Note: Blog posts can be written for many purposes – specifically for SEO rankings or even otherwise for social media traffic or for guest posts, for example. They can be of a certain popular template, and of any length. The sample below is one such combination of purpose, template and length.
After you see this portfolio sample below, click here to get back to the Portfolio Index page.
“My Social Engagement Is High, But Why Are My Sales So Pathetic?”

Your social engagement rate and your sales are two entirely different things from a marketing perspective. The social media will drive sales only if you have aimed your social marketing at sales, and not mere engagement. Read on to see how to achieve this.
Most brand marketers make the elementary mistake of thinking that “getting enormous love” on the social media should equate to brand sales. But the whole question is about what goals you set for yourself when you set out your social media campaign. Did you start with a set of objectives for your social strategy or did you not even think of objectives and achievements and did you just jump into social posting? A lot of people do that, in fact even very big brands “aim at nothing” with social media.
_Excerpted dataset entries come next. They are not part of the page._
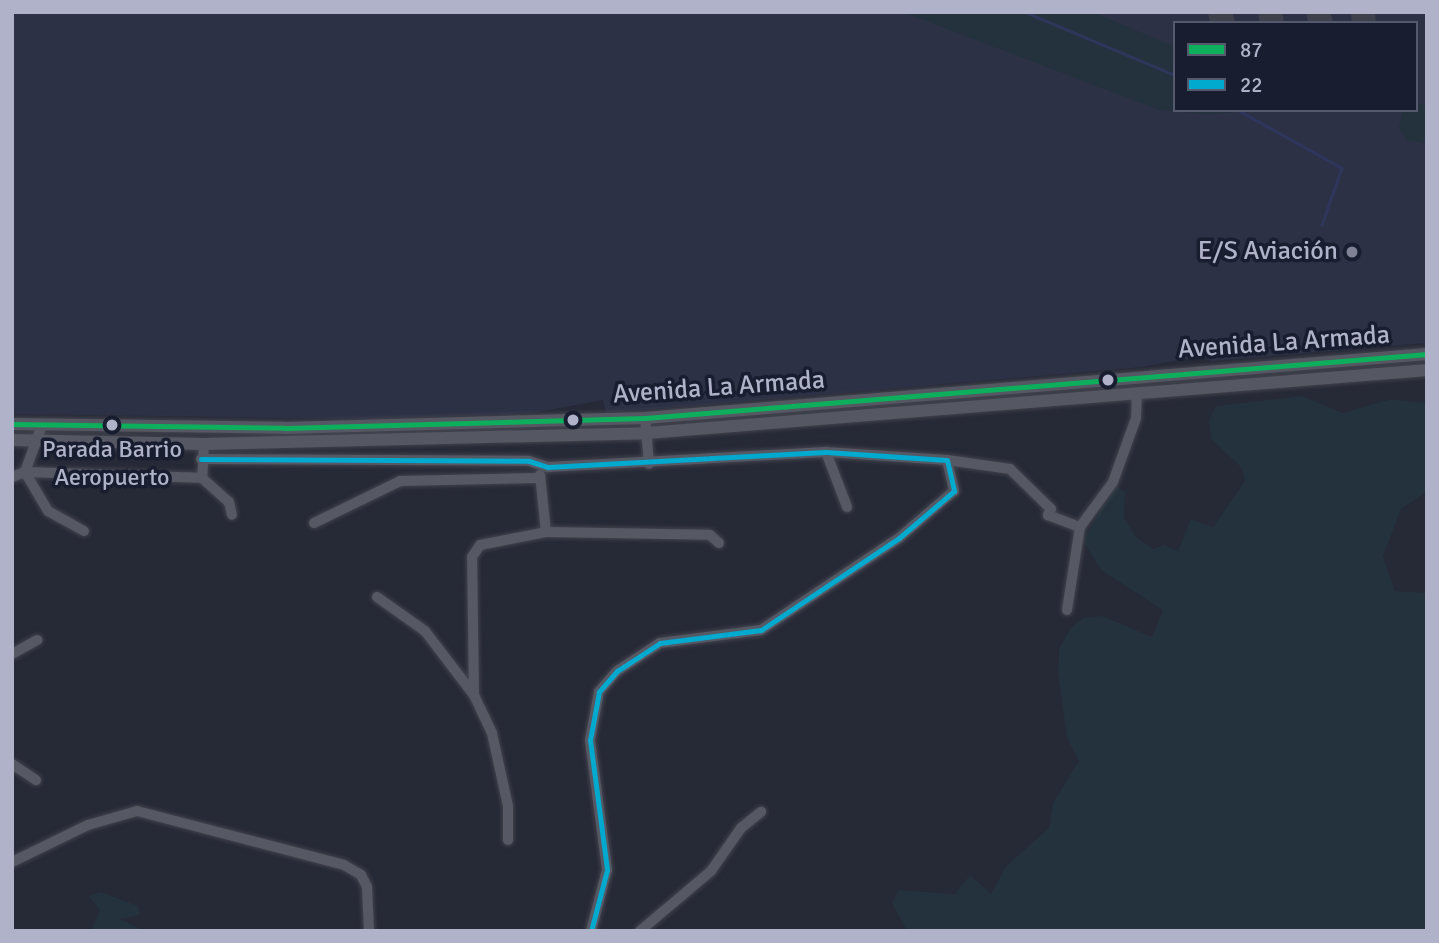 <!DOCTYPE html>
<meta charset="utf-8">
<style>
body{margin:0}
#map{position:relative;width:1439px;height:943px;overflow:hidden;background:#262936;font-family:Signika,sans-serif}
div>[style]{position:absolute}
.airport>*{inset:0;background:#2d3146}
.green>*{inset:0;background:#23323c}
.stream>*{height:2.5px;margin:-1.25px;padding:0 1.25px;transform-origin:1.25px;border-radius:1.25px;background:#2e365c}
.taxiway>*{height:24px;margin:-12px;padding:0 12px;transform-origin:12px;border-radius:12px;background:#3e404c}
.roads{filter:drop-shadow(0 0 2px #41434d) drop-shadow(0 0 2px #41434d)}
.street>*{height:10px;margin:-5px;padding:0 5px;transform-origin:5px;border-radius:5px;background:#565864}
.secondary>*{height:12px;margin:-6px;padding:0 6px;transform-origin:6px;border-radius:6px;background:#555762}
.bus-1>*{height:5px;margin:-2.5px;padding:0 2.5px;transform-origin:2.5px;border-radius:2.5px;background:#0daf5c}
.bus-2>*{height:5px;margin:-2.5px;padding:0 2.5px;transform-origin:2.5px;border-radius:2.5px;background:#00a9ce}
.dots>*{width:19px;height:19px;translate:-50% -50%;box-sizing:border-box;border:4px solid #191d30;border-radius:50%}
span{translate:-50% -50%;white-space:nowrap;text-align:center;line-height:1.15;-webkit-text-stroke:7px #191d30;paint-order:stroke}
.bus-label{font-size:24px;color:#afb2c8}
.poi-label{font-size:26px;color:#afb2c8}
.right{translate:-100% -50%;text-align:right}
.street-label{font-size:26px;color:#afb2c8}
.frame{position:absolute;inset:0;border:14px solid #afb2c8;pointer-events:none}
.legend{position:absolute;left:1173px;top:21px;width:245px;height:91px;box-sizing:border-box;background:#191d30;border:2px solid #55596d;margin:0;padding:9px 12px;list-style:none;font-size:21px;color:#afb2c8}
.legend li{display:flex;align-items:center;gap:14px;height:35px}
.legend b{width:35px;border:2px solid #55596d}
</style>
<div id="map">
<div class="airport">
<i style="clip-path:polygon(evenodd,12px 12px,1427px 12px,1427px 343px,1211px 361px,1202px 356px,1141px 367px,606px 413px,603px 400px,533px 413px,376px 419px,12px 414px,12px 12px,1175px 23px,1416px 23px,1416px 110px,1175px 110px,1175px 23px)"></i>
</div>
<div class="green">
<i style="clip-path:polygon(903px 12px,1092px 12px,1175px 47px,1175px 110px,1269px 110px,1207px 114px,1159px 110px)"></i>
<i style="clip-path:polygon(1416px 104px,1427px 105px,1424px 144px,1407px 140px,1399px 127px,1403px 111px,1416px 110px)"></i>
<i style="clip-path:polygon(1302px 396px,1343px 413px,1391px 399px,1427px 403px,1427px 491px,1401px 509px,1383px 556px,1395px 591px,1427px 593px,1427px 931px,907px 931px,892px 903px,898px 890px,955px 894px,970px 875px,991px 894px,1006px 866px,1049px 828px,1053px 803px,1079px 761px,1067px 738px,1058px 673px,1059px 649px,1070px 629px,1083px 618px,1102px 616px,1152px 637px,1163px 610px,1101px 570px,1083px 541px,1115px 485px,1125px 492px,1124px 518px,1136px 537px,1153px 549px,1164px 545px,1187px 555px,1178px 551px,1191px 519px,1213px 527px,1245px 481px,1242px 468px,1211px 439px,1209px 421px,1216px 406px)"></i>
<i style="clip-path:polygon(100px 892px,138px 906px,140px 915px,119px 919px,146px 931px,91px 931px,100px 910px,89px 896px)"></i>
</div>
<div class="stream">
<i style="left:1025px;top:12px;width:163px;rotate:22.8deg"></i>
<i style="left:1238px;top:110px;width:119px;rotate:29.1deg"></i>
<i style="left:1342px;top:168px;width:60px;rotate:109.3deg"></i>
</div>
<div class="taxiway">
<i style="left:1220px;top:12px;width:11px;rotate:75deg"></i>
<i style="left:1270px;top:12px;width:11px;rotate:80deg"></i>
<i style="left:1318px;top:12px;width:11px;rotate:75deg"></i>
<i style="left:1363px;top:12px;width:11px;rotate:85deg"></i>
</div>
<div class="roads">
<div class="street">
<i style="left:645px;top:418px;width:46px;rotate:85deg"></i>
<i style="left:204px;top:444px;width:34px;rotate:93deg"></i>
<i style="left:202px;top:478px;width:36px;rotate:42deg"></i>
<i style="left:229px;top:502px;width:13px;rotate:77deg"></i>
<i style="left:826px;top:452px;width:59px;rotate:69.1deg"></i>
<i style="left:201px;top:459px;width:328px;rotate:0.3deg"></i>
<i style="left:529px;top:461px;width:20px;rotate:18deg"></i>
<i style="left:548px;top:467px;width:278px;rotate:-3.1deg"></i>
<i style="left:826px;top:452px;width:121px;rotate:3.8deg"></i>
<i style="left:947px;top:460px;width:32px;rotate:77deg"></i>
<i style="left:954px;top:491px;width:72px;rotate:139.5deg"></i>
<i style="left:899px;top:538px;width:166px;rotate:146.3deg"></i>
<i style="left:761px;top:630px;width:102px;rotate:172.7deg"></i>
<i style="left:660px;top:643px;width:51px;rotate:146.9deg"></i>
<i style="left:617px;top:671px;width:28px;rotate:131deg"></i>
<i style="left:599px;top:692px;width:49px;rotate:100.6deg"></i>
<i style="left:590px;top:740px;width:131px;rotate:82.5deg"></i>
<i style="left:607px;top:870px;width:63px;rotate:104.7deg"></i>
<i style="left:947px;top:460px;width:64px;rotate:8.1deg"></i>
<i style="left:1010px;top:469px;width:57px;rotate:44.3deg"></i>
<i style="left:1051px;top:509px;width:7px;rotate:117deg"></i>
<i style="left:1048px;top:515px;width:34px;rotate:21deg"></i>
<i style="left:540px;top:475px;width:57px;rotate:84deg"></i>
<i style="left:12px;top:477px;width:14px;rotate:-21deg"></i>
<i style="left:25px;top:472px;width:50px;rotate:-70.1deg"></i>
<i style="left:314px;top:523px;width:96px;rotate:-26deg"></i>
<i style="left:400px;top:481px;width:136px;rotate:-1.3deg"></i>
<i style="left:84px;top:531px;width:41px;rotate:-150.9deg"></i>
<i style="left:48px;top:511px;width:45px;rotate:-120.5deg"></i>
<i style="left:25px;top:472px;width:177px;rotate:1.9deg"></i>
<i style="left:377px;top:597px;width:59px;rotate:35.3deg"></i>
<i style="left:425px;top:631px;width:81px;rotate:52.6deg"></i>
<i style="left:1067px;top:610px;width:84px;rotate:-81.1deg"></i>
<i style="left:1080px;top:527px;width:56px;rotate:-53.7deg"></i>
<i style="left:1113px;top:482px;width:68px;rotate:-70.2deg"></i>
<i style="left:1136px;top:418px;width:24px;rotate:-88deg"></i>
<i style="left:12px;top:654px;width:29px;rotate:-29deg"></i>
<i style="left:12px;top:764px;width:29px;rotate:34deg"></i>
<i style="left:508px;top:840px;width:34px;rotate:-90deg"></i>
<i style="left:508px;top:806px;width:75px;rotate:-102.4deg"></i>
<i style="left:492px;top:733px;width:42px;rotate:-115.3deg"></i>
<i style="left:474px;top:695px;width:138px;rotate:-90.8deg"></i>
<i style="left:472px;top:557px;width:14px;rotate:-56deg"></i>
<i style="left:480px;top:545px;width:67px;rotate:-11.1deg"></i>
<i style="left:546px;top:532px;width:164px;rotate:1deg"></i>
<i style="left:710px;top:535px;width:12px;rotate:42deg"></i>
<i style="left:12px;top:862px;width:85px;rotate:-26deg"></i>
<i style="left:88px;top:825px;width:51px;rotate:-15.9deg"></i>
<i style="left:137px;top:811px;width:214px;rotate:14.6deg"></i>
<i style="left:344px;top:865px;width:20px;rotate:30deg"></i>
<i style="left:361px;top:875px;width:13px;rotate:63deg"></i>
<i style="left:367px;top:887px;width:44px;rotate:87.4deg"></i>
<i style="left:640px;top:931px;width:93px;rotate:-40.2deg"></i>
<i style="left:711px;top:871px;width:52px;rotate:-55.1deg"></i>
<i style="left:741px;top:828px;width:26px;rotate:-39deg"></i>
</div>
<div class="secondary">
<i style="left:12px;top:424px;width:273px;rotate:0.8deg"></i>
<i style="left:285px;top:428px;width:360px;rotate:-1.6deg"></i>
<i style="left:645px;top:418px;width:785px;rotate:-4.68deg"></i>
<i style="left:12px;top:440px;width:192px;rotate:1.2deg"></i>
<i style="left:204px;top:444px;width:443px;rotate:-1.4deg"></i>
<i style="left:647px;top:433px;width:783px;rotate:-4.62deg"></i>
</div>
</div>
<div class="bus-1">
<i style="left:12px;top:424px;width:273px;rotate:0.8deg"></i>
<i style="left:285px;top:428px;width:360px;rotate:-1.6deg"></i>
<i style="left:645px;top:418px;width:785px;rotate:-4.68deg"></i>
</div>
<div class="bus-2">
<i style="left:201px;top:459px;width:328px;rotate:0.3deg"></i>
<i style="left:529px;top:461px;width:20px;rotate:18deg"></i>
<i style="left:548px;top:467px;width:278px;rotate:-3.1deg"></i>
<i style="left:826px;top:452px;width:121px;rotate:3.8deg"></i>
<i style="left:947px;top:460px;width:32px;rotate:77deg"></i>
<i style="left:954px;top:491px;width:72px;rotate:139.5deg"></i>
<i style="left:899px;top:538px;width:166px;rotate:146.3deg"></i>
<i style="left:761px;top:630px;width:102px;rotate:172.7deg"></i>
<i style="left:660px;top:643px;width:51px;rotate:146.9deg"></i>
<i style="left:617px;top:671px;width:28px;rotate:131deg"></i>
<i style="left:599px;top:692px;width:49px;rotate:100.6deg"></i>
<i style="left:590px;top:740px;width:131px;rotate:82.5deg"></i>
<i style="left:607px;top:870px;width:63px;rotate:104.7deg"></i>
</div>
<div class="dots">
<i style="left:1352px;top:252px;background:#7f8295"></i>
<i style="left:1108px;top:380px;background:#afb2c8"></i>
<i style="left:573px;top:420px;background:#afb2c8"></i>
<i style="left:112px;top:425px;background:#afb2c8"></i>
</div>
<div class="bus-label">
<span style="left:112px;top:464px">Parada Barrio<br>Aeropuerto</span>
</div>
<div class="poi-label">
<span class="right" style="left:1338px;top:252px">E/S Aviación</span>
</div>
<div class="street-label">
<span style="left:1284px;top:343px;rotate:-4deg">Avenida La Armada</span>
<span style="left:719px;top:388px;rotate:-4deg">Avenida La Armada</span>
</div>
<div class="frame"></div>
<ul class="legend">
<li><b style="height:9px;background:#0daf5c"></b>87</li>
<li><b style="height:9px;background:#00a9ce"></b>22</li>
</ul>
</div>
Avinash Kaushik, the renowned Web Analytics Expert and Evangelist of Google, says that four types of social objectives should be set for the social media. I have set this out in another more elaborate article on social media metrics, but the gist of his goal-plan is here.
- Conversation Rate (i.e. number of Audience Comments or Replies Per Post). You can measure this easily for almost every social channel …your blog. Twitter, Facebook, Google Plus or even YouTube.
- Amplification Rate (which measures how far people go with every post e.g. how many retweets, how many shares, how many shares of shares etc).
- Applause Rate (which is the number of “likes” or “+1d” or “favorited” or other such symbols of expressed appreciation).
- Economic Value (which Avinash describes as the “Sum of Short and Long Term Revenue and Cost Savings”). It’s all very well to get loads of “love and gratification”, but in the end the ROI matters. And ROI cannot be measured unless there are clear calls to action that form part of the brand social campaign that can then be quantified in terms of real world target audience responses – such as queries, trials, purchases, referrals and so on.

In Avinash’s opinion, it’s the absence of this Economic Value calculation that makes all the rest of metrics too soft to rely on. The first three measures of “social engagement rate” are meaningless without the fourth one that measures the actual revenue gains and ROI for the investments you make in the social media.
Now if you have failed to set clear objectives upfront for your social media campaign, especially on the fourth parameter above, how can you hope that social engagement rate alone will drive sales? Social engagement will give you brand awareness and brand trust and brand goodwill – but “sales” is driven by some other levers entirely!
Sales is driven by marshalling and converting the potential buyer down the buying cycle by making his choices grow narrower and narrower till he decides to eliminate all other options and arrive at your brand as his best decision.
Brands that plan to use the social media for “buyer conversion” have to adopt entirely different social media tactics than brands that plan for “social awareness, trust and goodwill” alone.
Social media strategy can be about gaining goodwill, driving conversion and sales, enhancing post-purchase experience, prompting repurchases, social CRM and much, much more. You haven’t even scratched the surface of what social media can do for your brand if you are just trapped in the narrow happiness of a brisk social engagement rate!
You can achieve sales for sure from the social media – but only if you strategize for it!